-- Given entries --

__________________________________________________

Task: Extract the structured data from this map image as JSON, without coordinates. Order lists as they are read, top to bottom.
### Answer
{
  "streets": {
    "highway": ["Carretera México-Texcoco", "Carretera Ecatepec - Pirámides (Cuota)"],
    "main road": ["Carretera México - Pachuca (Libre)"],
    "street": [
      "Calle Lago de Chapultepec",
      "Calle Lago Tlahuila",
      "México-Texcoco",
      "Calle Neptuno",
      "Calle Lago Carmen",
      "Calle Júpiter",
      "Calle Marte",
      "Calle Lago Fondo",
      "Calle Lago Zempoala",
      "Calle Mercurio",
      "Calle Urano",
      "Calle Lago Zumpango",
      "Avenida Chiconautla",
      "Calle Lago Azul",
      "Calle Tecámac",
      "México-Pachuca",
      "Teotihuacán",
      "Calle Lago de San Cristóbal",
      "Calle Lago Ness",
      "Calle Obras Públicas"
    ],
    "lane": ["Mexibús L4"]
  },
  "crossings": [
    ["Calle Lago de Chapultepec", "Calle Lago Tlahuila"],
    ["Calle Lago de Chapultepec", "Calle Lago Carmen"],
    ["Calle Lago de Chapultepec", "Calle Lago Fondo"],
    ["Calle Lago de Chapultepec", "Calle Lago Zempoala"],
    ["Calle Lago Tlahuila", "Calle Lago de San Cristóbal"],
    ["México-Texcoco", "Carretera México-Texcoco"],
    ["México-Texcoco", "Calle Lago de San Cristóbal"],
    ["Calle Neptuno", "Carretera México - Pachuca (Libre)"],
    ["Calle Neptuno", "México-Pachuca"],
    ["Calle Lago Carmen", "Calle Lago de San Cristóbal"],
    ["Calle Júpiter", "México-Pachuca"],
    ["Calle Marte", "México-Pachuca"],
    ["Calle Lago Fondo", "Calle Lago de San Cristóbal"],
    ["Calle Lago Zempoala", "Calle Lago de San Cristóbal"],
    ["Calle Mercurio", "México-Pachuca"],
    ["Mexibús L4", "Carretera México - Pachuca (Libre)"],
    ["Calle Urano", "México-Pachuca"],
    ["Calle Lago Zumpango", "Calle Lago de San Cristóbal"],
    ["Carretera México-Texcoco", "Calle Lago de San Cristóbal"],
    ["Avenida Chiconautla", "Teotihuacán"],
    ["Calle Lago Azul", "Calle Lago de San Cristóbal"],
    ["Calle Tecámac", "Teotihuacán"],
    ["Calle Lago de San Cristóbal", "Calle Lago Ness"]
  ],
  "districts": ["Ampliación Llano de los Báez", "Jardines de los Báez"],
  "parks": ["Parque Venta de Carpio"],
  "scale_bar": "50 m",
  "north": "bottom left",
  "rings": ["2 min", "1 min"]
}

__________________________________________________

-- Brief --
Word for word, print every line above.

-- Exercise solution --
Task: Extract the structured data from this map image as JSON, without coordinates. Order lists as they are read, top to bottom.
### Answer
{
  "streets": {
    "highway": ["Carretera México-Texcoco", "Carretera Ecatepec - Pirámides (Cuota)"],
    "main road": ["Carretera México - Pachuca (Libre)"],
    "street": [
      "Calle Lago de Chapultepec",
      "Calle Lago Tlahuila",
      "México-Texcoco",
      "Calle Neptuno",
      "Calle Lago Carmen",
      "Calle Júpiter",
      "Calle Marte",
      "Calle Lago Fondo",
      "Calle Lago Zempoala",
      "Calle Mercurio",
      "Calle Urano",
      "Calle Lago Zumpango",
      "Avenida Chiconautla",
      "Calle Lago Azul",
      "Calle Tecámac",
      "México-Pachuca",
      "Teotihuacán",
      "Calle Lago de San Cristóbal",
      "Calle Lago Ness",
      "Calle Obras Públicas"
    ],
    "lane": ["Mexibús L4"]
  },
  "crossings": [
    ["Calle Lago de Chapultepec", "Calle Lago Tlahuila"],
    ["Calle Lago de Chapultepec", "Calle Lago Carmen"],
    ["Calle Lago de Chapultepec", "Calle Lago Fondo"],
    ["Calle Lago de Chapultepec", "Calle Lago Zempoala"],
    ["Calle Lago Tlahuila", "Calle Lago de San Cristóbal"],
    ["México-Texcoco", "Carretera México-Texcoco"],
    ["México-Texcoco", "Calle Lago de San Cristóbal"],
    ["Calle Neptuno", "Carretera México - Pachuca (Libre)"],
    ["Calle Neptuno", "México-Pachuca"],
    ["Calle Lago Carmen", "Calle Lago de San Cristóbal"],
    ["Calle Júpiter", "México-Pachuca"],
    ["Calle Marte", "México-Pachuca"],
    ["Calle Lago Fondo", "Calle Lago de San Cristóbal"],
    ["Calle Lago Zempoala", "Calle Lago de San Cristóbal"],
    ["Calle Mercurio", "México-Pachuca"],
    ["Mexibús L4", "Carretera México - Pachuca (Libre)"],
    ["Calle Urano", "México-Pachuca"],
    ["Calle Lago Zumpango", "Calle Lago de San Cristóbal"],
    ["Carretera México-Texcoco", "Calle Lago de San Cristóbal"],
    ["Avenida Chiconautla", "Teotihuacán"],
    ["Calle Lago Azul", "Calle Lago de San Cristóbal"],
    ["Calle Tecámac", "Teotihuacán"],
    ["Calle Lago de San Cristóbal", "Calle Lago Ness"]
  ],
  "districts": ["Ampliación Llano de los Báez", "Jardines de los Báez"],
  "parks": ["Parque Venta de Carpio"],
  "scale_bar": "50 m",
  "north": "bottom left",
  "rings": ["2 min", "1 min"]
}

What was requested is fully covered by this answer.